Aldrovandi era muy riguroso con los dibujos y por ello se puede confiar plenamente en que la ilustración se corresponde con toda exactitud con el ejemplar que atesoraba en su museo. En la actualidad hay consenso en que semejante criatura nunca pudo estar realmente viva y que su cuerpo era una elaborada falsificación. El análisis del dibujo y de la detallada descripción que suministra el naturalista boloñés, revela, según los que saben de estas cosas, que el dragón de Bolonia estaba confeccionado probablemente a partir de tres animales distintos: una culebra collarada (Natrix natrix), una carpa (Cyprinus carpio) y un sapo (Bufo bufo). Afirman que Aldrovandi tuvo que percatarse de que los restos que le habían facilitado eran una amalgama de trozos de animales cosidos con raro primor, pero que prefirió hacerse el sueco por no meterse en política y delatar a gente poderosa que podía perjudicarle seriamente.

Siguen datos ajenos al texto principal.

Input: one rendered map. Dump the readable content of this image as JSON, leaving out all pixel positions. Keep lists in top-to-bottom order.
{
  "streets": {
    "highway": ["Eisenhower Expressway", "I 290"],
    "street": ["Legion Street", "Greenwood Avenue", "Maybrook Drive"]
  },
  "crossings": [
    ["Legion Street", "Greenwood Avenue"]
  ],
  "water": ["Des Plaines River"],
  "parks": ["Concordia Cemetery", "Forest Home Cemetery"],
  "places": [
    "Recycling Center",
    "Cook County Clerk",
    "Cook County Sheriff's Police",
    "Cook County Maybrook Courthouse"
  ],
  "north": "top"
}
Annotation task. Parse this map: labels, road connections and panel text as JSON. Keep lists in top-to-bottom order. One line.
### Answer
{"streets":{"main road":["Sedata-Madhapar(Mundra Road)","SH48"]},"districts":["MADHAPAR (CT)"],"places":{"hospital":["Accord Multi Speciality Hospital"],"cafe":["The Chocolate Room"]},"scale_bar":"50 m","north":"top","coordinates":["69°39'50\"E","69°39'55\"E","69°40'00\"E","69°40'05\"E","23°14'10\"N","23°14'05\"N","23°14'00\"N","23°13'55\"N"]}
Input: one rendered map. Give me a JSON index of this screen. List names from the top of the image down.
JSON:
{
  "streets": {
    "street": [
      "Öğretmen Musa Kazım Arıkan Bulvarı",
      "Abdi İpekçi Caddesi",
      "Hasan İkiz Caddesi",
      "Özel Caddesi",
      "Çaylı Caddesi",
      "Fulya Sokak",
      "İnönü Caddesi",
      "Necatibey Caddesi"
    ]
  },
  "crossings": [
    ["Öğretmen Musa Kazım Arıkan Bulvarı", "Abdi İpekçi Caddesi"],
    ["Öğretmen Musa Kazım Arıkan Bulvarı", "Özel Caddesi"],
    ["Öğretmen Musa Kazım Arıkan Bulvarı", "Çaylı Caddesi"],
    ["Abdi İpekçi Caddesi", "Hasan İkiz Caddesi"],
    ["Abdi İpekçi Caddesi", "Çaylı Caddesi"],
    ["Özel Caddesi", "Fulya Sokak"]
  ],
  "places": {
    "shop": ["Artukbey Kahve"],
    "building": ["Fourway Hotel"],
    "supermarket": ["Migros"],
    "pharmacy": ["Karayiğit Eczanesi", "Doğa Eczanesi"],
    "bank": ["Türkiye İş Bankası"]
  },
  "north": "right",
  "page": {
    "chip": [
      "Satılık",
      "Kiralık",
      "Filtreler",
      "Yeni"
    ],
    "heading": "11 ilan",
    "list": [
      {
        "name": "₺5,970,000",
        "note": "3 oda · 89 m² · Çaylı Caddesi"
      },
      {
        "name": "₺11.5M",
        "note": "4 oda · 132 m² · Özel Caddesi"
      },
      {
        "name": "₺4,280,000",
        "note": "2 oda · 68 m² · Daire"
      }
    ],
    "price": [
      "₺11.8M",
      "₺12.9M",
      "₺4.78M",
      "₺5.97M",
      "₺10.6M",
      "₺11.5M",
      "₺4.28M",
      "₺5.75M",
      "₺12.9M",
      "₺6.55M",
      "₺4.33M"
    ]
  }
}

Y es que el propósito de la falsificación parece que iba mucho más allá de engañar a los ingenuos y contenía un deletéreo mensaje en clave política. El quid del asunto hay que buscarlo en la fecha en que, presuntamente, se había aparecido el dragón en los caminos del agro de Bolonia: el 13 de mayo de 1572. Esa fue también la fecha en la que, a cientos de kilómetros de allí, en Roma, una humareda blanca que ascendía desde la chimenea vaticana anunció que un ilustre ciudadano boloñés, el viejo Ugo Buoncompagni, había sido elegido por el Cónclave cardenalicio como nuevo ocupante de la silla de San Pedro. Los Buoncompagni llevaban en el escudo familiar la figura de un dragón, símbolo de su entronque dinástico con los Dragoni, una estirpe noble procedente de Sajonia que se había establecido en la península italiana durante la Edad Media. Aunque la rama de los Buoncompagni se había cambiado el nombre al desgajarse del tronco principal, seguía conservando el dragón en las armas familiares.

Los enemigos del nuevo Papa habrían, pues, urdido la repentina manifestación de aquel dragón en su ciudad natal como signo ominoso de un papado maléfico y corrompido. Era tanto como proclamar que el anciano Buoncompagni era el dragón del que habla el Apocalipsis “Y fue lanzado fuera el gran dragón, la serpiente antigua, que se llama diablo y Satanás, el cual engaña al mundo entero” (Apocalipsis, 12,9).

No es cosa de discutir aquí si tenían o no razón. Pero, en cualquier caso, acordaos del viejo dragón boloñés cuando miréis el calendario que cuelga en los azulejos de vuestra cocina, porque a Ugo Buoncompagni, que gobernó la Iglesia con el nombre de Gregorio XIII, le debemos el calendario actual. Y bien mirado, ¿no hay algo sutilmente diabólico en eso de contar cómo los días, los meses y los años se van devorando unos a otros?